The Gravity Pilot commits wholeheartedly to its skydiving material, to important effect, and the book’s post-collapse backdrop is effective. Buckner’s characters are nicely defined, and her prose reads effortlessly. Where the novel fell short for me was in its plot: plenty of things happen, but it’s often difficult to see the story’s shape or to feel the stakes. Individual scenes compelled me, but they never quite propelled me further into the story; only near the very end did events truly escalate.
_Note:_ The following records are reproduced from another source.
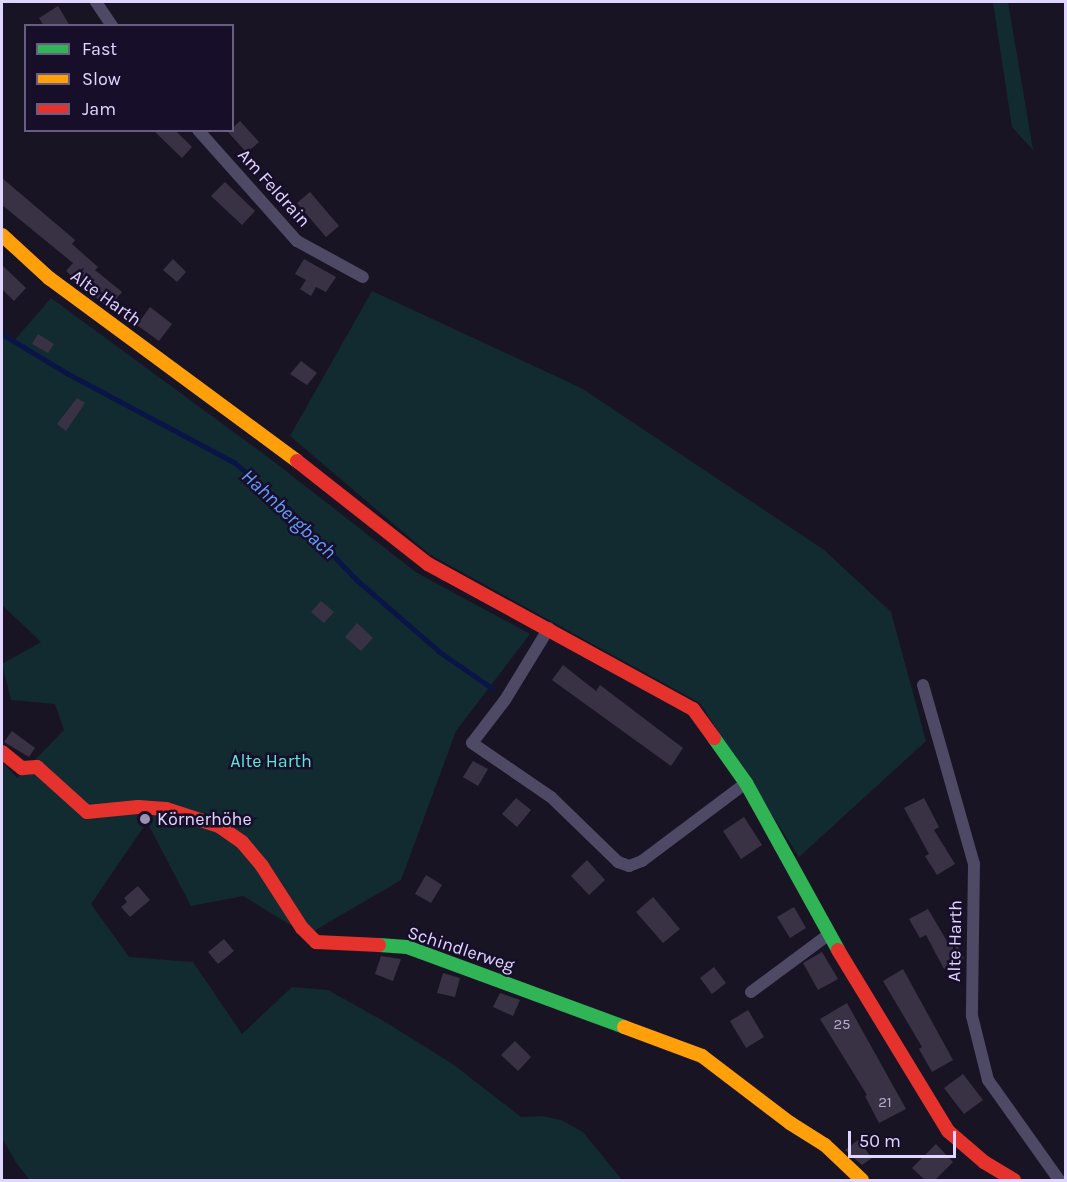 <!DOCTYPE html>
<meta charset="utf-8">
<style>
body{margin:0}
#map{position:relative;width:1067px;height:1182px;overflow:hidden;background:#191423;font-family:Karla,sans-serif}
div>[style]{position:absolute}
.green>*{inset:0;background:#122b31}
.stream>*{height:4.5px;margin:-2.25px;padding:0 2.25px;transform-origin:2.25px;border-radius:2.25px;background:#091546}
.building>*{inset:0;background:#393245}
.street>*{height:12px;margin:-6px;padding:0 6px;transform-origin:6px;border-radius:6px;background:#4e4964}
.fast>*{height:14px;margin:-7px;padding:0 7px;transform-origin:7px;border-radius:7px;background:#30b455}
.slow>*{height:14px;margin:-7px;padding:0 7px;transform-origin:7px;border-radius:7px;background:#ff9f0a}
.jam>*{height:14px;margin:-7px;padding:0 7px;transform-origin:7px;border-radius:7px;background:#e5322d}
.dots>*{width:16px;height:16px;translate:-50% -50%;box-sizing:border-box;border:3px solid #170e29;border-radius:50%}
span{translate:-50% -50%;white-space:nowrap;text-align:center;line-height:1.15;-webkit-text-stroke:5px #170e29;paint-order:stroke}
.number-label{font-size:15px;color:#b7add0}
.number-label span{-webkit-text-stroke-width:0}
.street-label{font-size:18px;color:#e1d6ff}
.park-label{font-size:18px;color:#59e8da}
.poi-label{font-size:18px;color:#e1d6ff}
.left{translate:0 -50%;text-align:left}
.water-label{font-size:20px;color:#649fff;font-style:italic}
.frame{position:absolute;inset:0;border:3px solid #e1d6ff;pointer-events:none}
.legend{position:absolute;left:24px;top:24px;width:210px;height:108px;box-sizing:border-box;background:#170e29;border:2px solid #685e7f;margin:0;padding:8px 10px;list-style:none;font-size:18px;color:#e1d6ff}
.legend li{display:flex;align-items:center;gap:12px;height:30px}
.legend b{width:30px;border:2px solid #685e7f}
.scale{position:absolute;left:848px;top:1131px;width:108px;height:27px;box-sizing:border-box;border:3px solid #e1d6ff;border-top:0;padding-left:8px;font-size:18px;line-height:21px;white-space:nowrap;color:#e1d6ff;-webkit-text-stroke:4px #170e29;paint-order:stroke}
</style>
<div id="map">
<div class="green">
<div style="clip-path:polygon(993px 2px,1008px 2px,1033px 150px,1012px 127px)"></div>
<div style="clip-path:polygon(372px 291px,581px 388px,824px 550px,891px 612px,926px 741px,799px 857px,700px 703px,429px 554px,290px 436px)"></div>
<div style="clip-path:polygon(51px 298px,273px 461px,417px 573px,530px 634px,456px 731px,401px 880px,307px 935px,243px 896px,191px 906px,147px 822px,91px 904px,129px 957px,193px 962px,242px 1034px,292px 987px,328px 990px,387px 1023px,454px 1065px,521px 1117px,542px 1116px,561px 1120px,583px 1132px,622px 1180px,30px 1180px,17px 1164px,2px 1138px,2px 762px,17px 778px,64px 730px,55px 704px,11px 700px,2px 664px,41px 642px,2px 605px,2px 333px,14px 341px)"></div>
</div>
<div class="stream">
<div style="left:2px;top:334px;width:76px;rotate:31deg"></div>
<div style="left:67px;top:373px;width:189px;rotate:28.1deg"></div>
<div style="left:234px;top:462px;width:71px;rotate:40.4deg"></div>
<div style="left:288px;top:508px;width:100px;rotate:46.2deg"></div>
<div style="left:357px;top:580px;width:110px;rotate:40.9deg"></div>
<div style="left:440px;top:652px;width:63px;rotate:34.7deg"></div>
</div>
<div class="building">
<div style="clip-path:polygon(58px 6px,70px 26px,44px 26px,39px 18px)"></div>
<div style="clip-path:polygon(240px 121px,259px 142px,247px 153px,228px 132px)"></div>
<div style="clip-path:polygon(153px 130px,175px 130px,192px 147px,182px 158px)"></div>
<div style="clip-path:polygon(2px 178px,75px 240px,72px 244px,98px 267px,95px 270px,122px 292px,108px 308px,66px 271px,73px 263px,2px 205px)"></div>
<div style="clip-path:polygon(225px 182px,255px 211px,242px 225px,211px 196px)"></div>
<div style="clip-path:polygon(310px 192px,339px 226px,326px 237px,297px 203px)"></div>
<div style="clip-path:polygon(173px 259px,186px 272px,177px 282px,163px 270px)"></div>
<div style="clip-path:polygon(304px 259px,336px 277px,326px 292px,316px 287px,311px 296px,300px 289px,306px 280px,295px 274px)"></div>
<div style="clip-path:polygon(2px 265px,26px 288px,14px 301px,2px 289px)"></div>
<div style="clip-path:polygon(150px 307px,172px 324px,159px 341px,137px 325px)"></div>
<div style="clip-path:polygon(38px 334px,54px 344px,48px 353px,32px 344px)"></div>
<div style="clip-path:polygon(301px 361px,317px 373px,307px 385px,290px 374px)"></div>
<div style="clip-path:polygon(77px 398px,85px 403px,66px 431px,57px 424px)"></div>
<div style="clip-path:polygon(321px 601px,334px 612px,324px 623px,311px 612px)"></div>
<div style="clip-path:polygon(357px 623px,373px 638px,361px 651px,345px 637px)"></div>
<div style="clip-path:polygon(563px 665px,596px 691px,600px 685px,683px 748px,671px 766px,552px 680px)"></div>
<div style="clip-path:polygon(12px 731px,35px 748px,29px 757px,4px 742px)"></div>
<div style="clip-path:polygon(473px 761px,488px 769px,478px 786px,463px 777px)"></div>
<div style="clip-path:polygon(516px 798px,531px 810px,517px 827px,502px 814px)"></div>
<div style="clip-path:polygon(924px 798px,939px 827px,934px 830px,955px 864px,937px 875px,925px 856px,929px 854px,904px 808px)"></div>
<div style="clip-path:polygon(744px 817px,762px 845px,741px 859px,723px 831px)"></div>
<div style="clip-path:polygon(587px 860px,605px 880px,589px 895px,571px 876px)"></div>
<div style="clip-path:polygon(426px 875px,442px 885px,431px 903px,415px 894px)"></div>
<div style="clip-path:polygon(138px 886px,150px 900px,130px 917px,121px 907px,127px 902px,124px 898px)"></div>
<div style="clip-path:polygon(653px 897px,680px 929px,663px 943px,636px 912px)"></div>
<div style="clip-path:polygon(794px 907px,806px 928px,790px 938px,777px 917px)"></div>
<div style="clip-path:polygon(928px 909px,948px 943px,954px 939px,964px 958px,944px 969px,926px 935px,920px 938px,909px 919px)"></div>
<div style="clip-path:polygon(224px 939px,234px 951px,218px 964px,208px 952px)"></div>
<div style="clip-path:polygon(822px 952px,838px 979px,818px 990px,803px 963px)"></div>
<div style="clip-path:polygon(381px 956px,401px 959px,393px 981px,375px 974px)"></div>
<div style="clip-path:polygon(714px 967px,726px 983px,712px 994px,700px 978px)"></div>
<div style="clip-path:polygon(903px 969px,953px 1060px,932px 1072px,919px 1049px,922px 1047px,883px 981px)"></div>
<div style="clip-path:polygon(443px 973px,460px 978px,455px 997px,437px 993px)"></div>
<div style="clip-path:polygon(500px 993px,520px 1000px,513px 1016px,493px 1007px)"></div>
<div style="clip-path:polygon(847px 1003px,906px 1109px,879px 1123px,865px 1096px,867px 1095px,820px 1019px)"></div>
<div style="clip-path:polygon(748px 1010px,764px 1037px,746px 1048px,730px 1021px)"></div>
<div style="clip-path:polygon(515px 1041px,531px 1057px,518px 1071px,501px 1055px)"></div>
<div style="clip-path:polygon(963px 1074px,983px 1100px,964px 1114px,944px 1088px)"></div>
<div style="clip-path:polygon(858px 1140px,872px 1158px,862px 1165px,845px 1150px)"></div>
<div style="clip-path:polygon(936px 1144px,953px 1162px,935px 1180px,925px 1180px,912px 1168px)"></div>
</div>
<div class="street">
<div style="left:96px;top:2px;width:29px;rotate:56deg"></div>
<div style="left:198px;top:130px;width:149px;rotate:48.3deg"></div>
<div style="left:297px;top:241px;width:75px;rotate:28.6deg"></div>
<div style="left:549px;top:628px;width:84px;rotate:121.4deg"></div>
<div style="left:505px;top:700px;width:54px;rotate:127.5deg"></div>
<div style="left:472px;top:743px;width:96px;rotate:34.4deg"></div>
<div style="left:551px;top:797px;width:93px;rotate:44.1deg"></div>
<div style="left:618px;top:862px;width:12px;rotate:20deg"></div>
<div style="left:629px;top:866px;width:14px;rotate:-21deg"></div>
<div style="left:642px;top:861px;width:130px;rotate:-36.9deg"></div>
<div style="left:923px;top:685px;width:186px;rotate:74.1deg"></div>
<div style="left:974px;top:864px;width:152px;rotate:90.8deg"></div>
<div style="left:972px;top:1016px;width:66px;rotate:76deg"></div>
<div style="left:988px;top:1080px;width:123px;rotate:54.6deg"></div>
<div style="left:751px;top:992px;width:96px;rotate:-36.5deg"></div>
</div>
<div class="fast">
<div style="left:714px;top:738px;width:55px;rotate:54.6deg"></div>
<div style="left:746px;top:783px;width:191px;rotate:61.1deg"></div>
<div style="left:379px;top:945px;width:28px;rotate:4deg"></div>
<div style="left:407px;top:947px;width:231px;rotate:20.2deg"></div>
</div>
<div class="slow">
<div style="left:2px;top:235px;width:64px;rotate:42.5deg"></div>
<div style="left:49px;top:278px;width:308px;rotate:36.4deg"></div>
<div style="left:624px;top:1027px;width:83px;rotate:20.4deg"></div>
<div style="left:702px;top:1056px;width:111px;rotate:37.3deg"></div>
<div style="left:790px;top:1123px;width:41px;rotate:32.2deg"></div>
<div style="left:825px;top:1145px;width:51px;rotate:43.4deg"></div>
</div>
<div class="jam">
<div style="left:297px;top:461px;width:167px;rotate:38.2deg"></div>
<div style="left:428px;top:564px;width:302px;rotate:28.7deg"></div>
<div style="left:693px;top:709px;width:36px;rotate:54deg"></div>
<div style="left:2px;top:752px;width:26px;rotate:39deg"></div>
<div style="left:22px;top:768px;width:15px;rotate:-4deg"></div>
<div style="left:37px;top:767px;width:67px;rotate:42deg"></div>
<div style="left:87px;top:812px;width:51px;rotate:-5.6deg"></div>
<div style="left:138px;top:807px;width:28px;rotate:4deg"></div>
<div style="left:166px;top:809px;width:56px;rotate:17.8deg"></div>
<div style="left:219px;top:826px;width:28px;rotate:35deg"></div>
<div style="left:242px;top:842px;width:31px;rotate:50deg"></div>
<div style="left:262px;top:866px;width:74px;rotate:57.2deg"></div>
<div style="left:302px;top:928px;width:20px;rotate:45deg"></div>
<div style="left:316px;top:942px;width:63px;rotate:2.7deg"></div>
<div style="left:838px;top:950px;width:212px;rotate:58.7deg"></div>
<div style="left:948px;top:1131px;width:48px;rotate:40.7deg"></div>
<div style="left:984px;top:1162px;width:35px;rotate:31deg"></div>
</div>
<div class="dots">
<div style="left:145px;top:819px;background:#9b92b2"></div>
</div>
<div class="number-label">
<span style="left:842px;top:1025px">25</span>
<span style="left:885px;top:1103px">21</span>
</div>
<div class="street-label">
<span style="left:274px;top:188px;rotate:48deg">Am Feldrain</span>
<span style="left:106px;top:298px;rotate:36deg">Alte Harth</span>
<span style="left:955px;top:941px;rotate:-89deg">Alte Harth</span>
<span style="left:461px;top:949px;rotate:18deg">Schindlerweg</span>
</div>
<div class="park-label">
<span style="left:271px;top:761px">Alte Harth</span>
</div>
<div class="poi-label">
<span class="left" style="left:157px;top:819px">Körnerhöhe</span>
</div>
<div class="water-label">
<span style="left:289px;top:514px;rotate:43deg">Hahnbergbach</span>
</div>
<div class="frame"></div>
<ul class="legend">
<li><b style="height:8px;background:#30b455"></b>Fast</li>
<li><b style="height:8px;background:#ff9f0a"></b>Slow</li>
<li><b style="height:8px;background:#e5322d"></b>Jam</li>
</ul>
<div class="scale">50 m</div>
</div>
Yet the book read smoothly enough, and as with Watermind, I came away from it thinking. Buckner’s world-building is in service to powerful themes, and the more I looked at the book as metaphor, the more it connected. Running through the novel is a sharply rendered environmental dichotomy: there’s the outdoor, physical world (the Aleutians, the remote island geography, Orr’s death-defying passion) and the indoor, virtual one (the claustrophobia of Seattle, the Luces’ media-peddling, Dyce’s VR addiction). This stark thematic split anchored my read. As pure storytelling, this one didn’t quite hit it out of the park, but as commentary on human behavior in the twenty-first century, I found it intriguing and insightful fiction.